Some of us *also* think that a ‘social neoliberal’ or third way economic and social policy has failed to offer a genuinely progressive response to the ills of neoliberal global capitalism: deregulation and the unshackling of antisocial corporate power and spread of environmental degradation; financialisation, the age of greed, the banking crisis and ‘austerity’; privatisation, the decay of the public realm, the collapse of social housing, the spread of social cruelty, the spectacular rise in inequality and the fraying of the commons; the assault on trade union and workplace rights; and the rise and rise of a crass bottom-lineism, a possessive individualism that is slowly coarsening the culture, creating a one-dimensional world in which rich individuality is strangled. We believe we are our brothers’ and sisters’ keeper. We want a great fight for a radical rebalancing of power and resource in the world: global social democracy. We read essays such as Sheri Berman’s The Primacy of Politics: Social Democracy and the Making of Europe’s 20th Century, Thomas Piketty’s The Economics of Inequality, and we support websites like LabourStart.


Some of us in the UK think both of these things at once. We say, ‘Neither Blair nor Corbyn, but global social democracy and left internationalism’, so to speak. Inspired by democratic socialist thinkers such as Norman Geras, Irving Howe, Hal Draper and, more remotely, Theodor Adorno, Victor Serge and Albert Camus, we are committed to new ways of thinking about critical theory and solidarity.

Some of us who think like this believe it is now time to create a ‘little magazine’ – an open online journal of ideas in which to think and to discuss and, in time – who knows – to contribute something of real value to the realignment of the Left.

We have two modest hopes.

First, that we can help develop a critique of the two ways in which the left has lost its way. We mean a genuine critique, in the sense of a genuine overcoming, by a hard-won critical understanding of the actual conditions of emergence – preeminently, defeat; but also some fatal theoretical weaknesses – and an appreciation of the partial truths (for they exist too), of the anti-western and social-neoliberal Lefts.

Second, to contribute with others to the conversation about the renewal of a rational democratic Left. We believe that left internationalism and global social democracy form a political horizon; no more, but no less. We have an intuition that by trying to move towards that horizon, in theory and practice, the Left might do some good. We believe the Left should be the inheritor of the radical enlightenment and the promise of the democratic revolutions. We are universalists and the name of our desire is the ‘planetary humanism’ of Primo Levi and Paul Gilroy. We believe with the late Norman Geras that utopianism remains a valuable mode of thinking for the Left. But we also believe in winning elections.

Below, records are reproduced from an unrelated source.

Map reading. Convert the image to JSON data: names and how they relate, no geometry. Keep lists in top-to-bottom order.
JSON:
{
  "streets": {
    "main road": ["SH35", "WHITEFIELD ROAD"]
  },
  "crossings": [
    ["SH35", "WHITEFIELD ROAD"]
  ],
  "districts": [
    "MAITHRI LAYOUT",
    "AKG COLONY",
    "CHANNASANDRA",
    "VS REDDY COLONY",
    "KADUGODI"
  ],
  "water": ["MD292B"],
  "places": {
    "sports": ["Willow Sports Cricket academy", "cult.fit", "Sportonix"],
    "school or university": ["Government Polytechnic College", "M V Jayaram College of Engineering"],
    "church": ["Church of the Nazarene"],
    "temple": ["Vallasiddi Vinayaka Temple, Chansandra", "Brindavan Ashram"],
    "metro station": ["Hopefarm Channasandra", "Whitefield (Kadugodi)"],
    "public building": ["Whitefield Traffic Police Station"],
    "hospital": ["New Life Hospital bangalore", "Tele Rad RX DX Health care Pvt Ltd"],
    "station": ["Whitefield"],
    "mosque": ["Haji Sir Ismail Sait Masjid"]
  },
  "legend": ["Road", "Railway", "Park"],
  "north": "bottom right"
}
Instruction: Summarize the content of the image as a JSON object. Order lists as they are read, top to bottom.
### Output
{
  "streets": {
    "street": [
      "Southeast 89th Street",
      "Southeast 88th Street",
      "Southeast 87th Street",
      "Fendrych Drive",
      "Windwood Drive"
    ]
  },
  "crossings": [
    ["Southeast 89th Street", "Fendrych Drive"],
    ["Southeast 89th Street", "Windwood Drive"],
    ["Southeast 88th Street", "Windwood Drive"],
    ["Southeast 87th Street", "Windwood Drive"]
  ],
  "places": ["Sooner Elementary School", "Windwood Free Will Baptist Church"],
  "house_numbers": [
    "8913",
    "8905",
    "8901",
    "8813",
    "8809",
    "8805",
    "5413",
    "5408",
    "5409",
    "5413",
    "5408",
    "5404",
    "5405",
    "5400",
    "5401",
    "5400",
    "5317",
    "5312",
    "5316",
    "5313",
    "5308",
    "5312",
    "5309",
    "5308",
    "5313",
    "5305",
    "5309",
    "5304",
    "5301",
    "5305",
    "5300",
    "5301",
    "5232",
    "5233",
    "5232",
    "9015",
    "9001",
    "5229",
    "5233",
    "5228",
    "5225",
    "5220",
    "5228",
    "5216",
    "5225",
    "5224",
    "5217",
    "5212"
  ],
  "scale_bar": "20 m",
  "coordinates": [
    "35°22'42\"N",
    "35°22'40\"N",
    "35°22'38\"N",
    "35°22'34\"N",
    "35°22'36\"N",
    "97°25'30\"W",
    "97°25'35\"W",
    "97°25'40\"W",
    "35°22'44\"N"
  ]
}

We are fully aware that we stand in the rubble of the historic projects of the Left. We know everything is to be reasoned through, not least the precise meaning of, and the nature of the relationship between, ‘global social democracy’ and ‘Left internationalism’. Much of our tradition – which we see as stretching back to the Putney Debates of the English Civil War, when radicals began the hard work of thinking freedom in its relation to the social question – has to be rescued-through-renewal (trade unionism, for one thing; the welfare state, for another) while much else has to be imagined for the first time, in the utterly new conditions of these new times.